▶ _Dataset_:

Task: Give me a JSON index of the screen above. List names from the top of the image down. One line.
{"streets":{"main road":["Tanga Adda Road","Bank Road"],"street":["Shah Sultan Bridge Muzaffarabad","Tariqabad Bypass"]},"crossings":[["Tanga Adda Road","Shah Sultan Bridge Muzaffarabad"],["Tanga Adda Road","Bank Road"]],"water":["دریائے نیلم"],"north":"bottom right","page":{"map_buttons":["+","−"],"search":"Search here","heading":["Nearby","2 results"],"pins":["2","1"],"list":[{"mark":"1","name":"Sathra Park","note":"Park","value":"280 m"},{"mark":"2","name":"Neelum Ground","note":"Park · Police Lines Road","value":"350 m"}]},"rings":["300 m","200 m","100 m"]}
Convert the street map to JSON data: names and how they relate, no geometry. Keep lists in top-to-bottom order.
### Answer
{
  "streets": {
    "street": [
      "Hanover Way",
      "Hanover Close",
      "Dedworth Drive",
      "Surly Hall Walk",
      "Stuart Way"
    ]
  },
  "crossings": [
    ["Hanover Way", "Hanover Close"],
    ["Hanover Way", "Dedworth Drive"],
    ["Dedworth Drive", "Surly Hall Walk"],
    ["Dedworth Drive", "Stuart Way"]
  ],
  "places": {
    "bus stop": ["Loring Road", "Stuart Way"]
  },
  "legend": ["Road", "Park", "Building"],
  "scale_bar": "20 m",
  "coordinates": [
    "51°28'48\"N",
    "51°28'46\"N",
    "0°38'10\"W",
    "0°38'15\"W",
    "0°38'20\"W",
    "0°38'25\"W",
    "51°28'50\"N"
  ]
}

▶ _Problem details_: Repeat the data exactly. Leave nothing out.

▶ _Response to this exercise_:
Task: Give me a JSON index of the screen above. List names from the top of the image down. One line.
{"streets":{"main road":["Tanga Adda Road","Bank Road"],"street":["Shah Sultan Bridge Muzaffarabad","Tariqabad Bypass"]},"crossings":[["Tanga Adda Road","Shah Sultan Bridge Muzaffarabad"],["Tanga Adda Road","Bank Road"]],"water":["دریائے نیلم"],"north":"bottom right","page":{"map_buttons":["+","−"],"search":"Search here","heading":["Nearby","2 results"],"pins":["2","1"],"list":[{"mark":"1","name":"Sathra Park","note":"Park","value":"280 m"},{"mark":"2","name":"Neelum Ground","note":"Park · Police Lines Road","value":"350 m"}]},"rings":["300 m","200 m","100 m"]}
Convert the street map to JSON data: names and how they relate, no geometry. Keep lists in top-to-bottom order.
### Answer
{
  "streets": {
    "street": [
      "Hanover Way",
      "Hanover Close",
      "Dedworth Drive",
      "Surly Hall Walk",
      "Stuart Way"
    ]
  },
  "crossings": [
    ["Hanover Way", "Hanover Close"],
    ["Hanover Way", "Dedworth Drive"],
    ["Dedworth Drive", "Surly Hall Walk"],
    ["Dedworth Drive", "Stuart Way"]
  ],
  "places": {
    "bus stop": ["Loring Road", "Stuart Way"]
  },
  "legend": ["Road", "Park", "Building"],
  "scale_bar": "20 m",
  "coordinates": [
    "51°28'48\"N",
    "51°28'46\"N",
    "0°38'10\"W",
    "0°38'15\"W",
    "0°38'20\"W",
    "0°38'25\"W",
    "51°28'50\"N"
  ]
}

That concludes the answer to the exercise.